Your copy should match the listing below word for word, with no images in it.

Segment Start: Information supplied

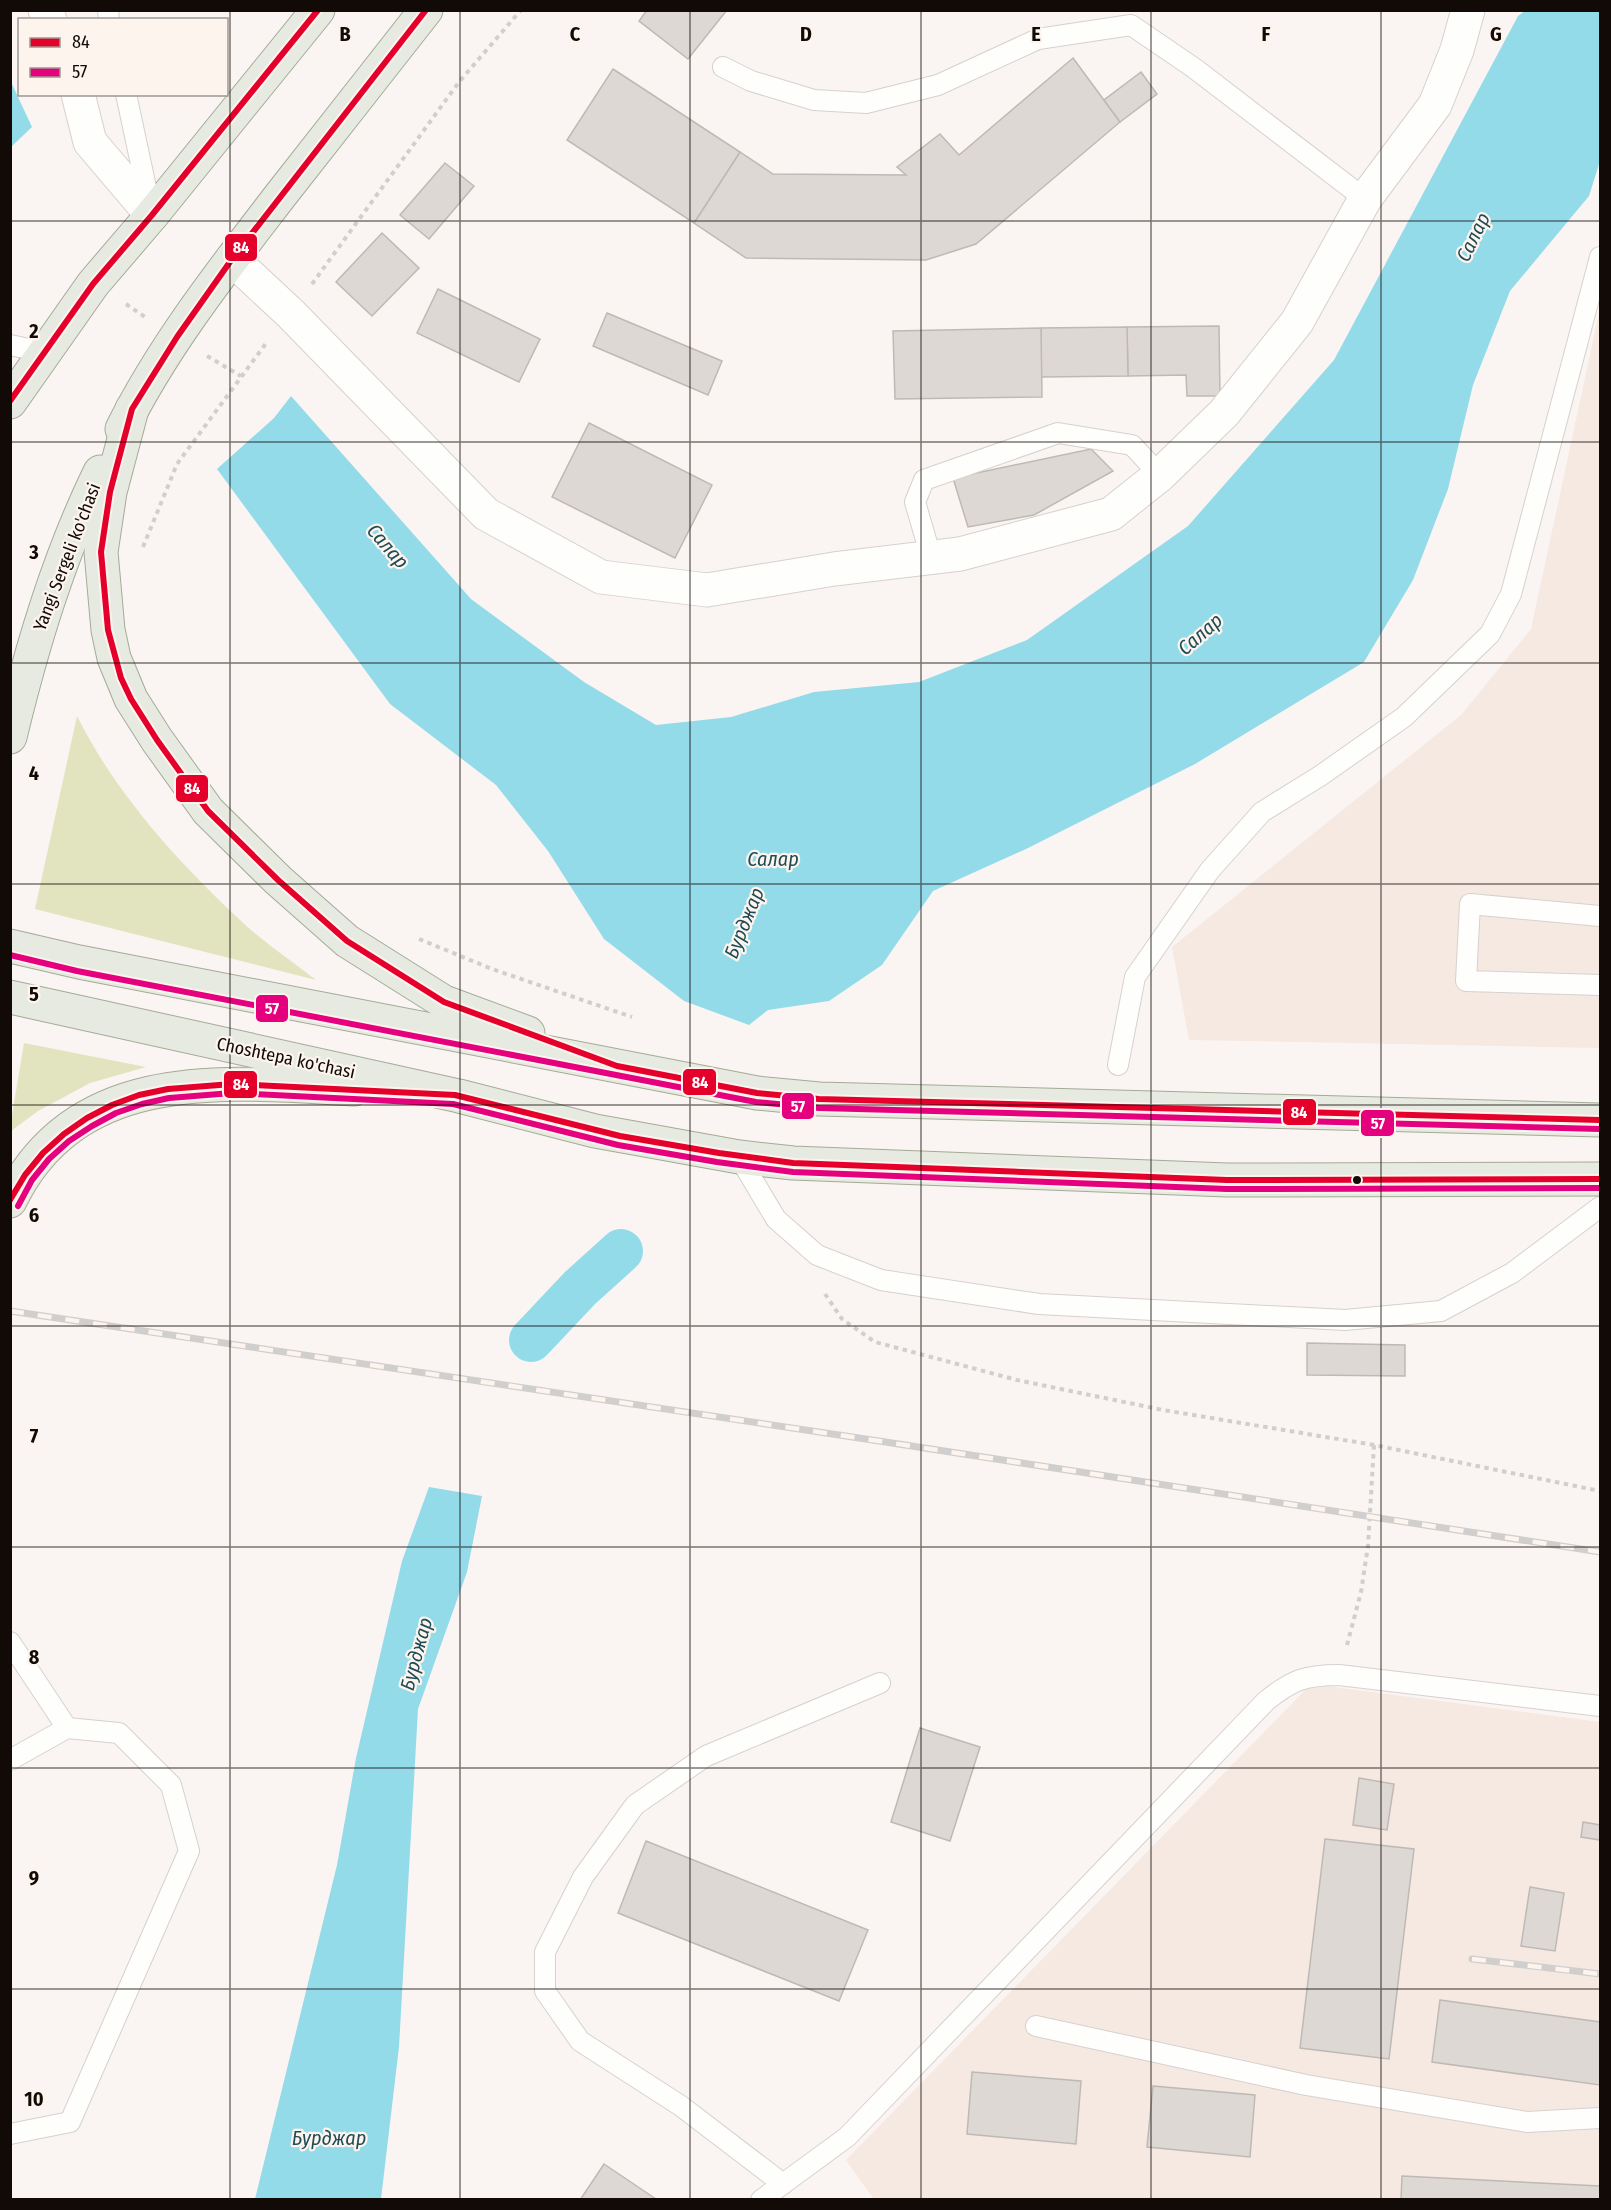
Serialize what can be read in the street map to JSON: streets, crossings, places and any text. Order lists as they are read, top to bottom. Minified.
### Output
{"streets":{"main road":["Yangi Sergeli ko'chasi","Choshtepa ko'chasi"]},"water":["Салар","Бурджар"],"lines":["transit line 84","transit line 57"],"legend":["84","57"],"grid":{"columns":["B","C","D","E","F","G"],"rows":["2","3","4","5","6","7","8","9","10"]}}
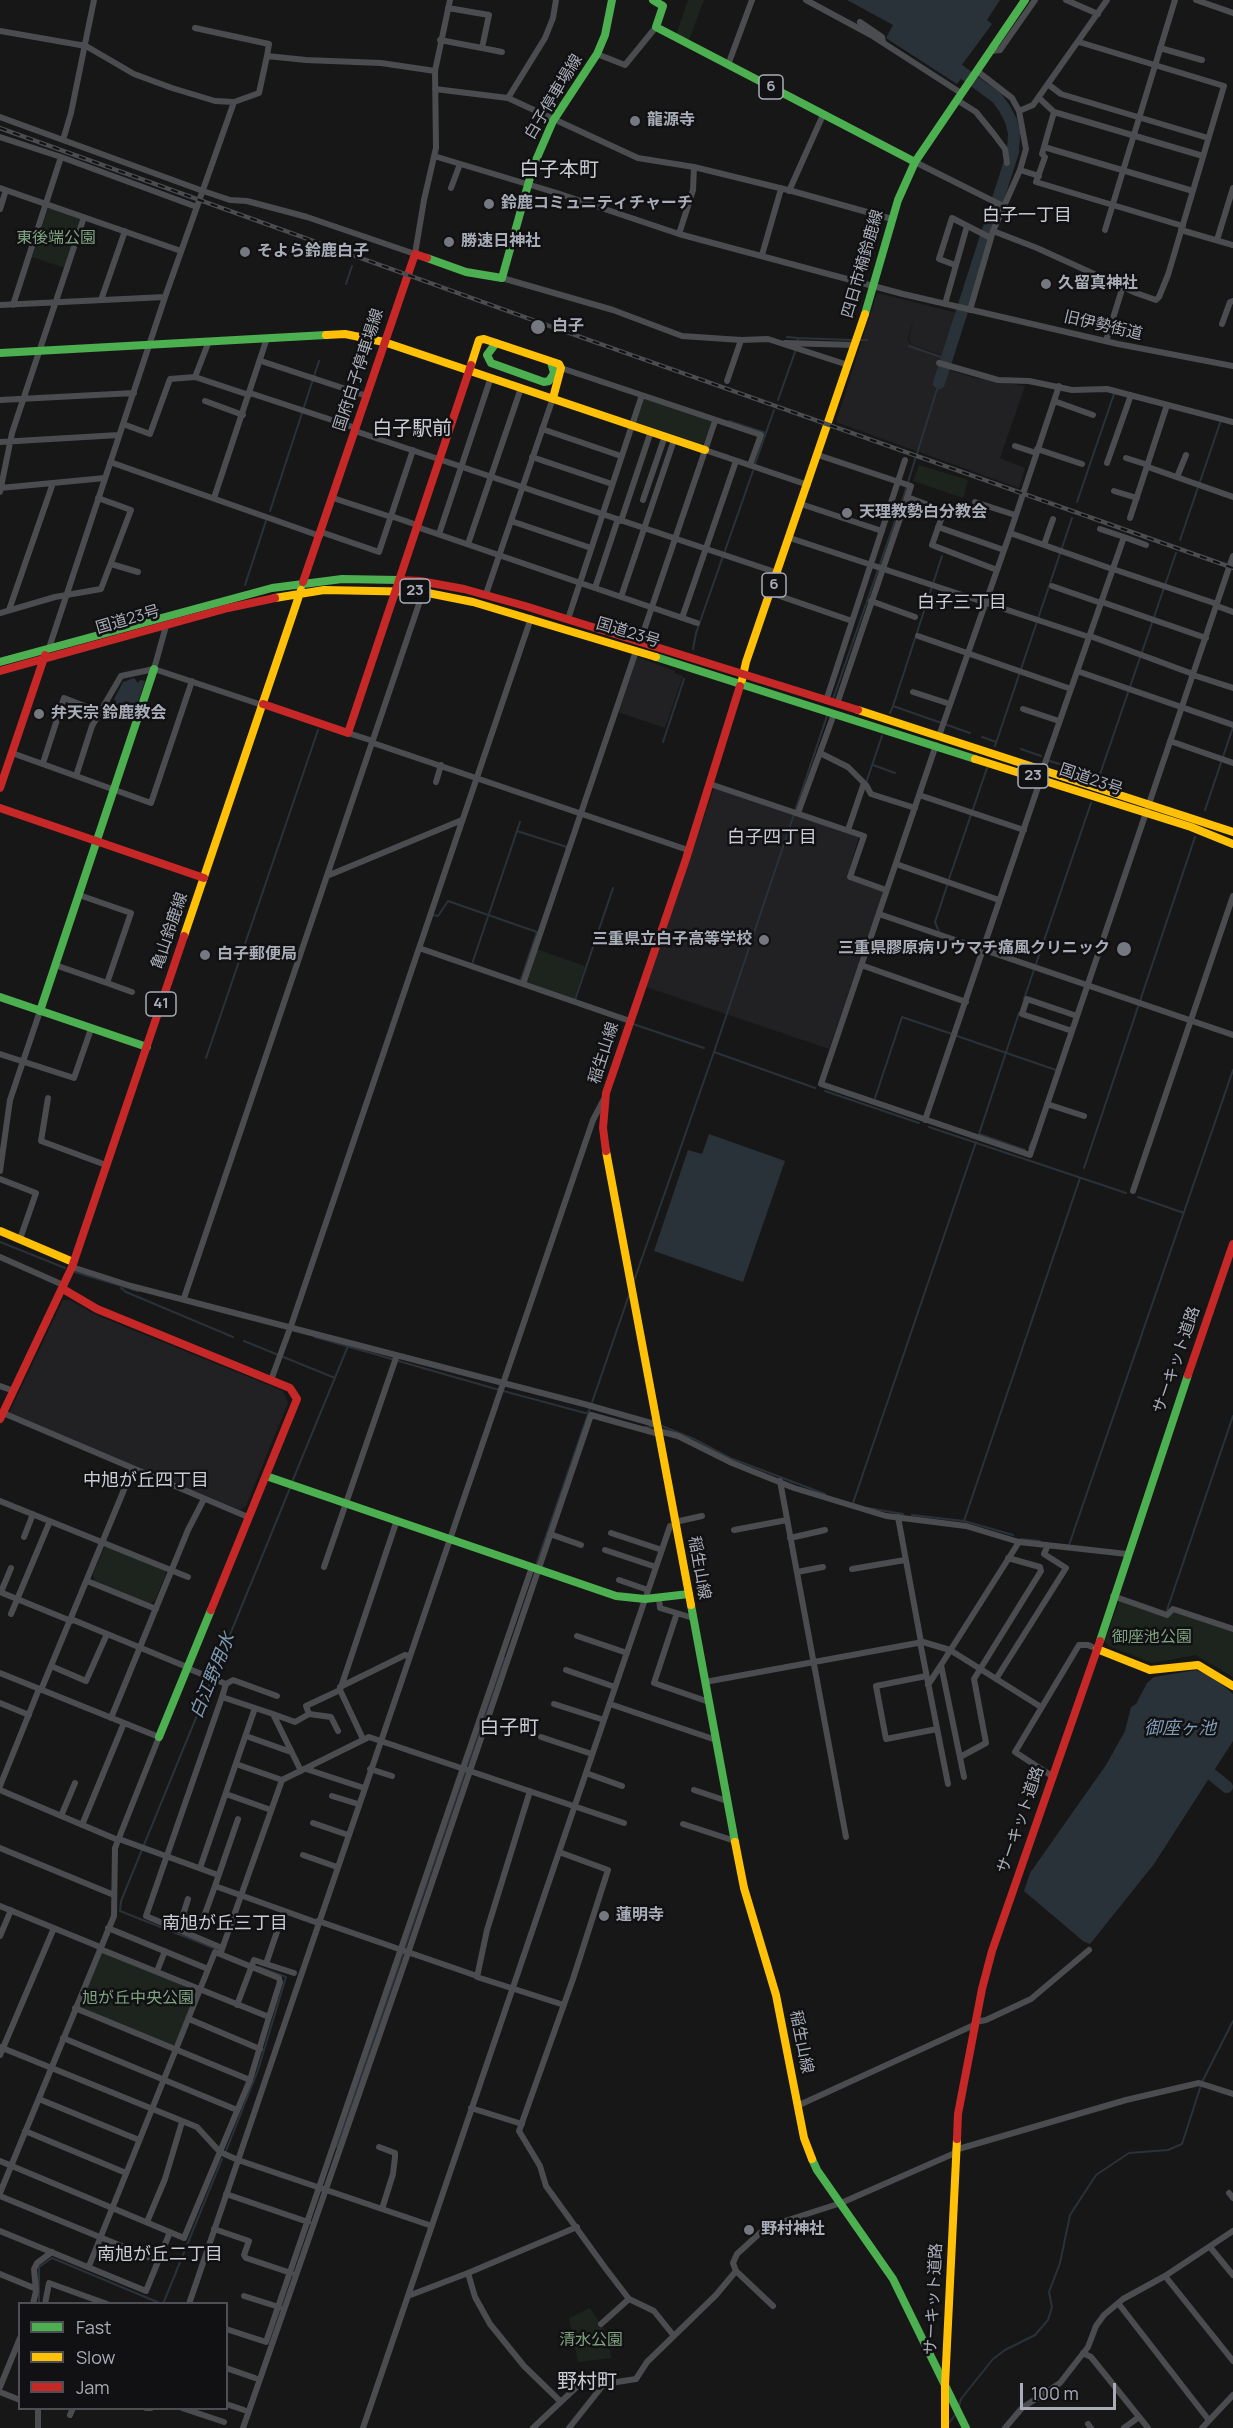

Segment End: Information supplied

Written answer:
Serialize what can be read in the street map to JSON: streets, crossings, places and any text. Order lists as they are read, top to bottom. Minified.
### Output
{"streets":{"main road":["Yangi Sergeli ko'chasi","Choshtepa ko'chasi"]},"water":["Салар","Бурджар"],"lines":["transit line 84","transit line 57"],"legend":["84","57"],"grid":{"columns":["B","C","D","E","F","G"],"rows":["2","3","4","5","6","7","8","9","10"]}}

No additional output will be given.